Check each line of the records below and collect those that include the word "linecap".

——

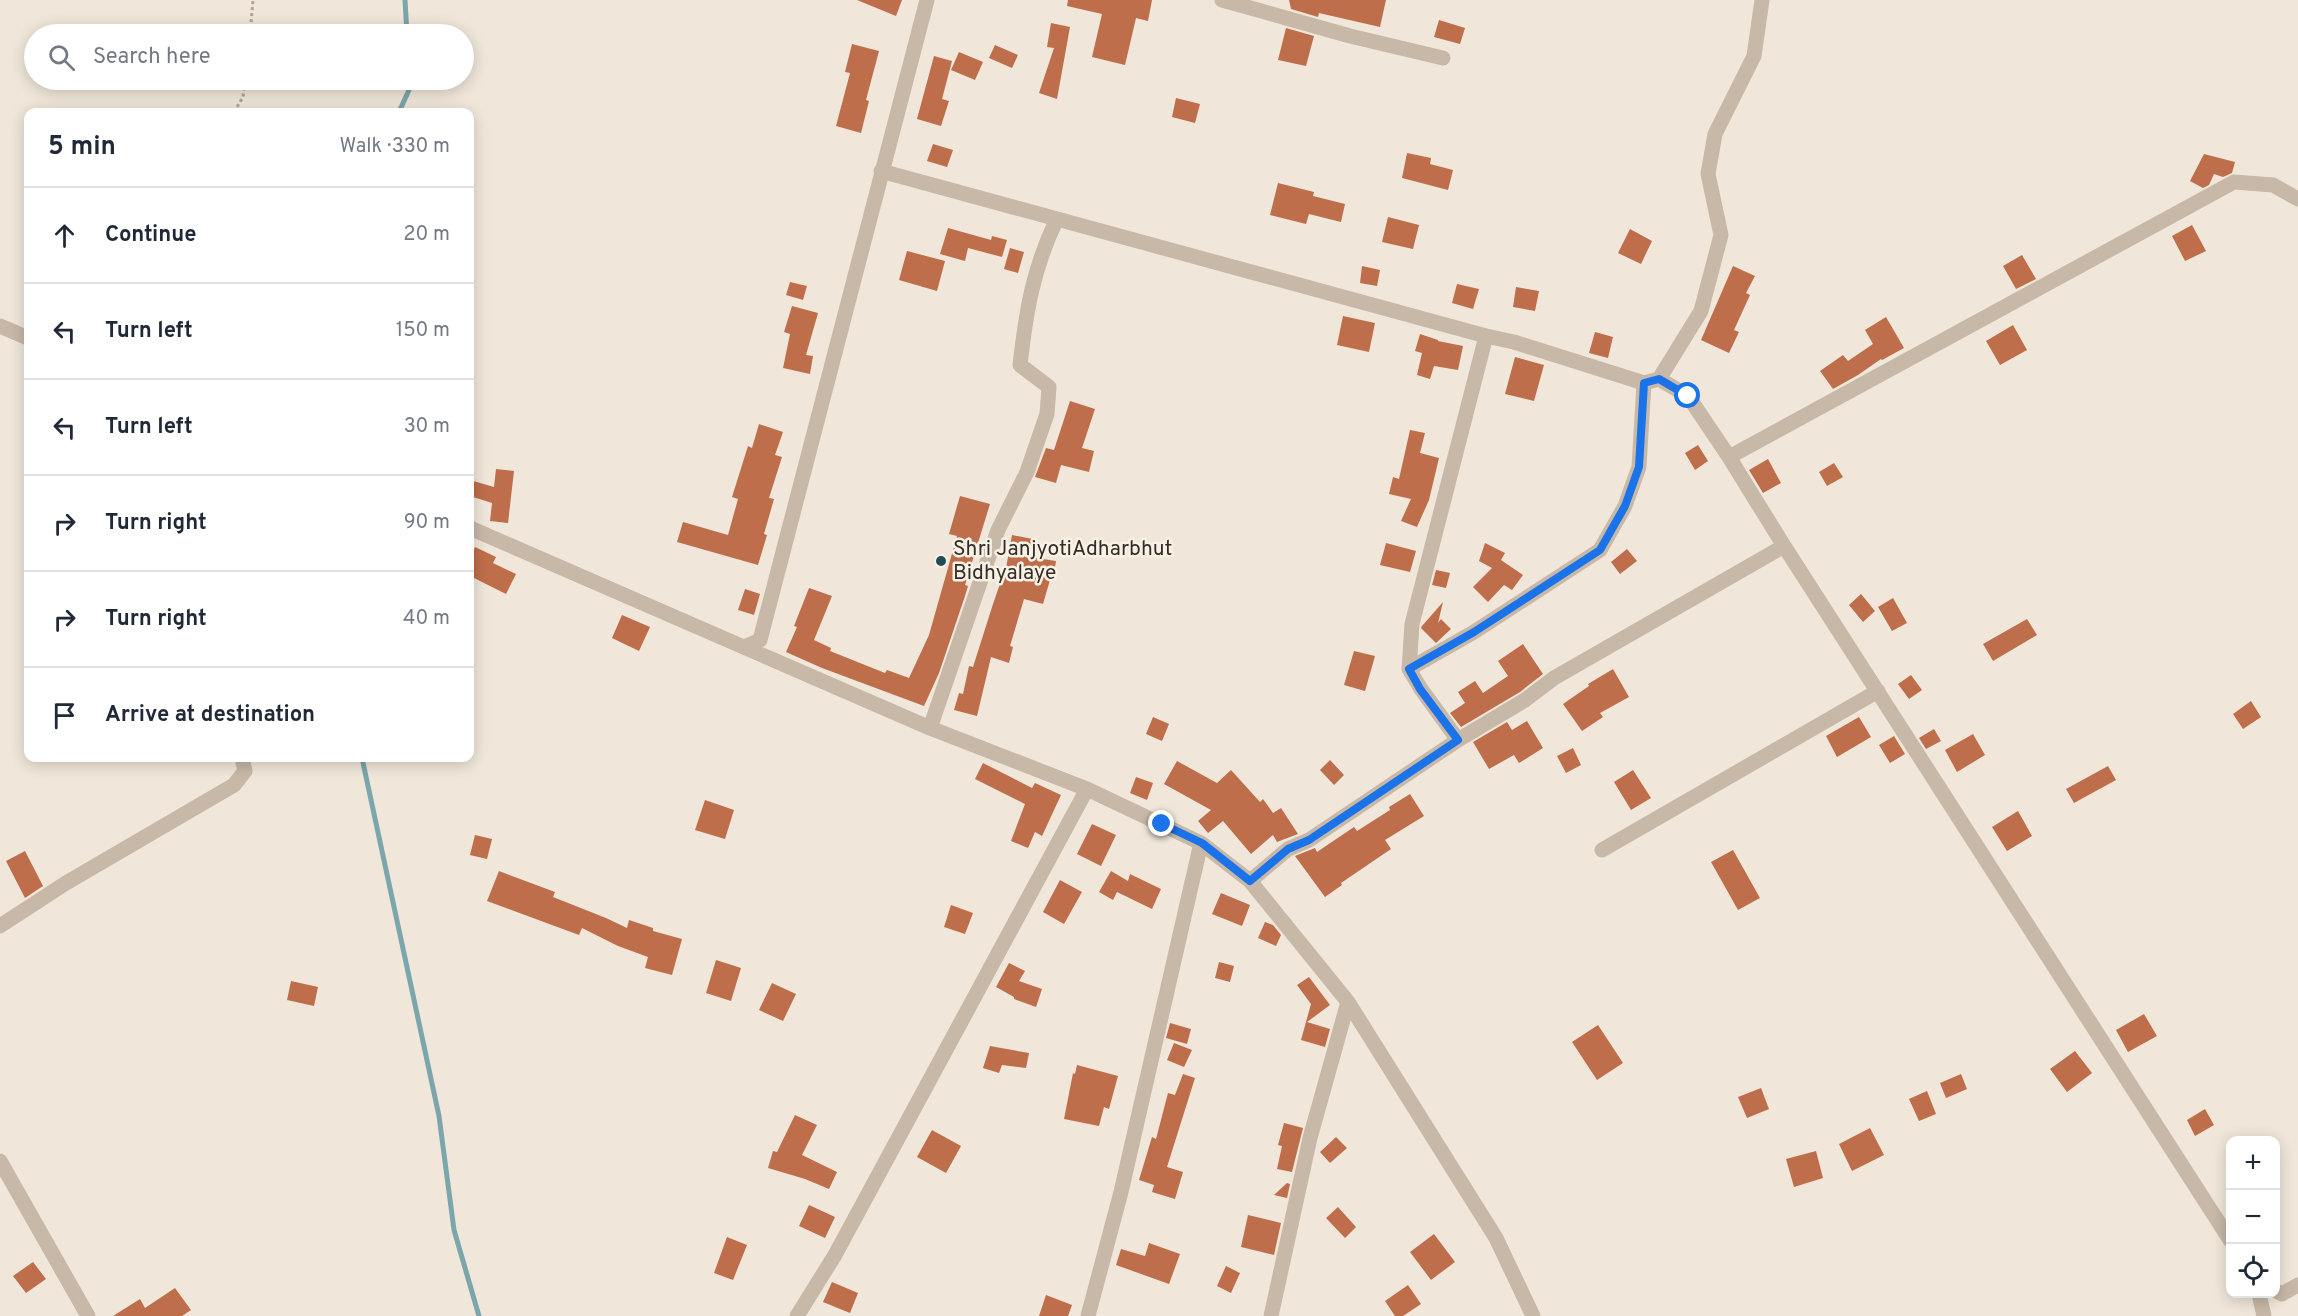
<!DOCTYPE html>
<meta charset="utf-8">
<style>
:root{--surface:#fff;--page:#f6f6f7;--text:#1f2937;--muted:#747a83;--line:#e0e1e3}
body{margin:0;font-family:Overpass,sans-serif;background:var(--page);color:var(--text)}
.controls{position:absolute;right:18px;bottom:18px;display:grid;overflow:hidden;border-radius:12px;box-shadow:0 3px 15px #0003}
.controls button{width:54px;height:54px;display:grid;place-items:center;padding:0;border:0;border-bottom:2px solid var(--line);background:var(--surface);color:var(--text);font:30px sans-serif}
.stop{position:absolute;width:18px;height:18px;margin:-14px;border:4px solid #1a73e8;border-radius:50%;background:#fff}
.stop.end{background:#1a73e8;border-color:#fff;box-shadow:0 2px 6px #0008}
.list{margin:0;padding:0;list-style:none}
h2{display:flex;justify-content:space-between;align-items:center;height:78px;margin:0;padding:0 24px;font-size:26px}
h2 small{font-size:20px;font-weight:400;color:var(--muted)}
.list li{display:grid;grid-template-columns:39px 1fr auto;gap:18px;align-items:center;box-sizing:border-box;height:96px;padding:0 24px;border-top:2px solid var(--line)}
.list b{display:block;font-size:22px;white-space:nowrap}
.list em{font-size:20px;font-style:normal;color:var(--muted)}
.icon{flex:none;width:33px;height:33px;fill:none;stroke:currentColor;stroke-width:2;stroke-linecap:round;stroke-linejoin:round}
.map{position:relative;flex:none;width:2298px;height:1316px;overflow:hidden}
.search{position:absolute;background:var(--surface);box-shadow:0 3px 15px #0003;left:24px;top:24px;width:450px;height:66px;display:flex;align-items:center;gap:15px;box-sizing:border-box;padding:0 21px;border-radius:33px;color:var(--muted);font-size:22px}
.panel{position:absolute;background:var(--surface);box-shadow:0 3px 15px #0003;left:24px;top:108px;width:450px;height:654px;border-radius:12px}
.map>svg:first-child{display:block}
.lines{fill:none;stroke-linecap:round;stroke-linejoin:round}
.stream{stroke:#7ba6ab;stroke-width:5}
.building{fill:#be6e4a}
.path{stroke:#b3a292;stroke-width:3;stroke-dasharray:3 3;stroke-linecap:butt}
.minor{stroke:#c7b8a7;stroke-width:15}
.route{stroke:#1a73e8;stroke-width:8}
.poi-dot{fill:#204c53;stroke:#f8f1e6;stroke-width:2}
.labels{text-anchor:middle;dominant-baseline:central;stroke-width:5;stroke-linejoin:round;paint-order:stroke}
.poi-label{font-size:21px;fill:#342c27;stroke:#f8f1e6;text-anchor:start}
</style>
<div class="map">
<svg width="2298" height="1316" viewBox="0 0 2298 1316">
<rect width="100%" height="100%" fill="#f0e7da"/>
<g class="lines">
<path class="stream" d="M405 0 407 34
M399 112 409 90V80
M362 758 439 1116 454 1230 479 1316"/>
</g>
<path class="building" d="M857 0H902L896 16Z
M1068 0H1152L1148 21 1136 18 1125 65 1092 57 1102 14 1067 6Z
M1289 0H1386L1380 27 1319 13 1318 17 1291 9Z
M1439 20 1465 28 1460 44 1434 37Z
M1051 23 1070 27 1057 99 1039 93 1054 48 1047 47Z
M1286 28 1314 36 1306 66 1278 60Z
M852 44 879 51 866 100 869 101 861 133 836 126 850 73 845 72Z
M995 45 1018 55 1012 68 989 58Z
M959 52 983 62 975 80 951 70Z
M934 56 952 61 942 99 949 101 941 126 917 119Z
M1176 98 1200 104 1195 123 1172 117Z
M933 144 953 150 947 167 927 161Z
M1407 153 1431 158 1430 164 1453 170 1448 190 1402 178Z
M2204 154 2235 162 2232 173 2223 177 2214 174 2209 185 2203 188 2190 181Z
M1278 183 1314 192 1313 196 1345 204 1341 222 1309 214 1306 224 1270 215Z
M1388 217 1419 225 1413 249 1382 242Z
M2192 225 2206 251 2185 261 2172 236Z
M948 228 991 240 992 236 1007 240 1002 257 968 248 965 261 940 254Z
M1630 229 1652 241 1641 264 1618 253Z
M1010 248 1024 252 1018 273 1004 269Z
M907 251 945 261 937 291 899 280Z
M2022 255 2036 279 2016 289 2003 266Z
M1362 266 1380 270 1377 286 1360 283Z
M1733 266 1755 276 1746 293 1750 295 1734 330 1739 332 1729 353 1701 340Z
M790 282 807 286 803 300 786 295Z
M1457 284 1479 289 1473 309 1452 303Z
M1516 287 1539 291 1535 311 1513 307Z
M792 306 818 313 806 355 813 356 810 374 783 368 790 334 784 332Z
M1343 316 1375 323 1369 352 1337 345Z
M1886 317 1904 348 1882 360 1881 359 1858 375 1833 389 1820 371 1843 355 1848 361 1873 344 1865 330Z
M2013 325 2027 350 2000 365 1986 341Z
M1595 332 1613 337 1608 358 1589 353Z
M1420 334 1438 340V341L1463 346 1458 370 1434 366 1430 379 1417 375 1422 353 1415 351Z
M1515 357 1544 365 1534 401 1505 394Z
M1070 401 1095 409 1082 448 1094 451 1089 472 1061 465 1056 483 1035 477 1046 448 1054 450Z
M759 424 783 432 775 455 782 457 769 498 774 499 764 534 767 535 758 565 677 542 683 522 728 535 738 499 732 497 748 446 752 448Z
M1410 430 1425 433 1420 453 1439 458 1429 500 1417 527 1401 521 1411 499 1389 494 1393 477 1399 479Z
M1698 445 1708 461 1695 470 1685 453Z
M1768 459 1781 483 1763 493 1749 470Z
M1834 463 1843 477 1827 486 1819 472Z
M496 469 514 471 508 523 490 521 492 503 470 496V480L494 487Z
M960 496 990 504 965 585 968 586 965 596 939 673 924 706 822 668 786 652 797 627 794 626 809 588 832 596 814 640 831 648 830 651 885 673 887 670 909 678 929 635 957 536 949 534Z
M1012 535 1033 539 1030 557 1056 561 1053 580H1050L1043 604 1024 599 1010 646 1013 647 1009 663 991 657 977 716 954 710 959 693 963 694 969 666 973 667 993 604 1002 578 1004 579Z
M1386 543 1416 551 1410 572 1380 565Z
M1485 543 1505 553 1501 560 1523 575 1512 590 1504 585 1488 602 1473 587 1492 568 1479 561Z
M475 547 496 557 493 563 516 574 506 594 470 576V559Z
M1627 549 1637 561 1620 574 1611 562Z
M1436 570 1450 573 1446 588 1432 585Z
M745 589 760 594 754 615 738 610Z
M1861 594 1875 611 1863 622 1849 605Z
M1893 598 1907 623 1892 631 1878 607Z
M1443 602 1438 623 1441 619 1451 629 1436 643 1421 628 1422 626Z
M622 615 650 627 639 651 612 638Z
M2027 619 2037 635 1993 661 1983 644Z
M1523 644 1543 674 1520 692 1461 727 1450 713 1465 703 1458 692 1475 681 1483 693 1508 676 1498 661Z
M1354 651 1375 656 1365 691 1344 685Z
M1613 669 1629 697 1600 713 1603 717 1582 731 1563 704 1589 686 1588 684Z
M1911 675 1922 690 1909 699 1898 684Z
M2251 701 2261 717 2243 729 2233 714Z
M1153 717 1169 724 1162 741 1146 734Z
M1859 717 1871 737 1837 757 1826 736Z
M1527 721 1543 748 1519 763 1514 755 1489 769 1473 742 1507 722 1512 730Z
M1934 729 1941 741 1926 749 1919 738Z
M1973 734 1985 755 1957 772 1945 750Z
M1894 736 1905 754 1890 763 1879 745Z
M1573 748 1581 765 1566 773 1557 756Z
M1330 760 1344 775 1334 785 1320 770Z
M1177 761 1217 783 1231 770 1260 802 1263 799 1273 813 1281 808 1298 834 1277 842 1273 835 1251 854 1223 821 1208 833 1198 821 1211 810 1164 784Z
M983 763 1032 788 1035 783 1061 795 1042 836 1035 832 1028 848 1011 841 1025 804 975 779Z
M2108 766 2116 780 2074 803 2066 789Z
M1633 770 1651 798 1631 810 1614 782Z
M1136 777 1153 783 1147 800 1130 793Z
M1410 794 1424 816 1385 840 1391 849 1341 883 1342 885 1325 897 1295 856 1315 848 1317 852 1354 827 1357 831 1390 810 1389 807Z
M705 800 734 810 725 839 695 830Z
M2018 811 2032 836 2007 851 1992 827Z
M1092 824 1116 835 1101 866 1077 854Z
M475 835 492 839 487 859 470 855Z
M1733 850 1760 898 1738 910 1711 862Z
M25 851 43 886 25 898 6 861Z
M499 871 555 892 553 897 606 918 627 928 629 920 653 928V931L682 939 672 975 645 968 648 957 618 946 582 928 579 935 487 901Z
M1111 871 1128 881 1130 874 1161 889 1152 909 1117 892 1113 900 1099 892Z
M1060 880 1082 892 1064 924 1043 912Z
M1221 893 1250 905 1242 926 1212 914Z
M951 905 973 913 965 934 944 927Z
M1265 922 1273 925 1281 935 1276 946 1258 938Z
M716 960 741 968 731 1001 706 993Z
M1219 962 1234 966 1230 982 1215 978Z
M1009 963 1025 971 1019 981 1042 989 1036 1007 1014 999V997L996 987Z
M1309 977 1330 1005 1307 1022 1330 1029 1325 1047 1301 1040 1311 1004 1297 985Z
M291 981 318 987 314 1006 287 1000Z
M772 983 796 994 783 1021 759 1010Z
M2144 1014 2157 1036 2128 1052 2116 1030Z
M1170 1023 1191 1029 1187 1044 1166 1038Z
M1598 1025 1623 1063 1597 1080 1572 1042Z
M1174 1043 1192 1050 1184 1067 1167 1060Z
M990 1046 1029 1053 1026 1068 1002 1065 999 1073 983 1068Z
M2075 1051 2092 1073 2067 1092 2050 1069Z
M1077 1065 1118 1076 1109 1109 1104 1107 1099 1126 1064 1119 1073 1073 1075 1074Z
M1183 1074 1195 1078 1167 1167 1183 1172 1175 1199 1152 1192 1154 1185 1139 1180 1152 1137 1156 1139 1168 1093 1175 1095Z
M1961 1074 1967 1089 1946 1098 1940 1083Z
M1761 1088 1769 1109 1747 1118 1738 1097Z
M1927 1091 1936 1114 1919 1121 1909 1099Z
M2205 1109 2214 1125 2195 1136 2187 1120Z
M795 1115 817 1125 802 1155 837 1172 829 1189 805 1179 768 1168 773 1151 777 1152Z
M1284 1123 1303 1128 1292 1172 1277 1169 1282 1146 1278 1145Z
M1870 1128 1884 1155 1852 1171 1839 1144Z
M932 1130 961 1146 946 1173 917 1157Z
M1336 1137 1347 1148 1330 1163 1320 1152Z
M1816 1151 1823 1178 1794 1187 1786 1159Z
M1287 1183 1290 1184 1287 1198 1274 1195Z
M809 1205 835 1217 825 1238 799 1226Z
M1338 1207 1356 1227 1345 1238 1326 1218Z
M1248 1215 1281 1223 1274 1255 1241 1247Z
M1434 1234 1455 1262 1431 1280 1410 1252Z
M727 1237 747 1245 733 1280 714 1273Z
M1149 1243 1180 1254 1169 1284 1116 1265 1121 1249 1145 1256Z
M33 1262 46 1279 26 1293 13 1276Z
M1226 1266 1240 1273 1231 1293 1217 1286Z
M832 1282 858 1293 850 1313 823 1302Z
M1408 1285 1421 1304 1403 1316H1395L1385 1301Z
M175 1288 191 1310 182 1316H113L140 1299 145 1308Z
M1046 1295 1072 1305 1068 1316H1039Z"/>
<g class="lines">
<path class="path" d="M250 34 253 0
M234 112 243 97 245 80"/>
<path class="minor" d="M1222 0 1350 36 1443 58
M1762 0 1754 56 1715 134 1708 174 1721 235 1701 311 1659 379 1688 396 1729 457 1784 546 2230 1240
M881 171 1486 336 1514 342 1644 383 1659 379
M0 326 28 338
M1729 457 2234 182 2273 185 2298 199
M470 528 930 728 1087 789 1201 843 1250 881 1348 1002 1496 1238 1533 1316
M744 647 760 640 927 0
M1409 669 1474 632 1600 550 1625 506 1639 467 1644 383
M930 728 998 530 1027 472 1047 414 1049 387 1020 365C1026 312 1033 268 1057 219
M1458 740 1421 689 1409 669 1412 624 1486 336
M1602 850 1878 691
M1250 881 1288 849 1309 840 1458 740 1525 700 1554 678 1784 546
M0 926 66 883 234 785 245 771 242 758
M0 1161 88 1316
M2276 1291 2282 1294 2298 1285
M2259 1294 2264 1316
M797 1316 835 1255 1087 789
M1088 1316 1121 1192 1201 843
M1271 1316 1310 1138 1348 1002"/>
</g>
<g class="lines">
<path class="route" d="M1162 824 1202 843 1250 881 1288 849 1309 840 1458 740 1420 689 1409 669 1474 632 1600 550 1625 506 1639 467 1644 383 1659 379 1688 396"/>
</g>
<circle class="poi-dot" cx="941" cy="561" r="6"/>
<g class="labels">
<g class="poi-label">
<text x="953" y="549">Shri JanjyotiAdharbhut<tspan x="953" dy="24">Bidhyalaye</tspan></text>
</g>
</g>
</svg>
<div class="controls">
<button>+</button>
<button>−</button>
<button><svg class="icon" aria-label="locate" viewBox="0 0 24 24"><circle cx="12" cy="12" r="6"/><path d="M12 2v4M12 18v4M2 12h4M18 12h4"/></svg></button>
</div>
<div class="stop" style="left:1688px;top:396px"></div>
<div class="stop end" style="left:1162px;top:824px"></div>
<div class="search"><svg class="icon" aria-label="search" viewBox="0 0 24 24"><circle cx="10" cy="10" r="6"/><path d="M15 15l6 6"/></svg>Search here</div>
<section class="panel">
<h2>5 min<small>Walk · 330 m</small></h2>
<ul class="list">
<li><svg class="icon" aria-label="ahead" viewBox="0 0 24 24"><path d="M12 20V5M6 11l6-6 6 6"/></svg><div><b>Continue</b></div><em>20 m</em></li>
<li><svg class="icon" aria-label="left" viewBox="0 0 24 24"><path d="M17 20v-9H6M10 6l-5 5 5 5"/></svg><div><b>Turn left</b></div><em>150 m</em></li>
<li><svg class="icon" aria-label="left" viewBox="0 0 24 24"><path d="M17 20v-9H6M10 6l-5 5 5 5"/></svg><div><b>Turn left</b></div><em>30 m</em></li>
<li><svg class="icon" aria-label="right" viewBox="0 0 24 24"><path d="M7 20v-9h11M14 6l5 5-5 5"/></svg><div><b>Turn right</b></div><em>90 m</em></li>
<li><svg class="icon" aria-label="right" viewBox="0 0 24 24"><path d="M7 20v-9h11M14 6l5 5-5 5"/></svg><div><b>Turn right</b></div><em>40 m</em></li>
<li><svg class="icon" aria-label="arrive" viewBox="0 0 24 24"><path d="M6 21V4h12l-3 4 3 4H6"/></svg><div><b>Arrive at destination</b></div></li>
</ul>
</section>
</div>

——

**Your response**
.icon{flex:none;width:33px;height:33px;fill:none;stroke:currentColor;stroke-width:2;stroke-linecap:round;stroke-linejoin:round}
.lines{fill:none;stroke-linecap:round;stroke-linejoin:round}
.path{stroke:#b3a292;stroke-width:3;stroke-dasharray:3 3;stroke-linecap:butt}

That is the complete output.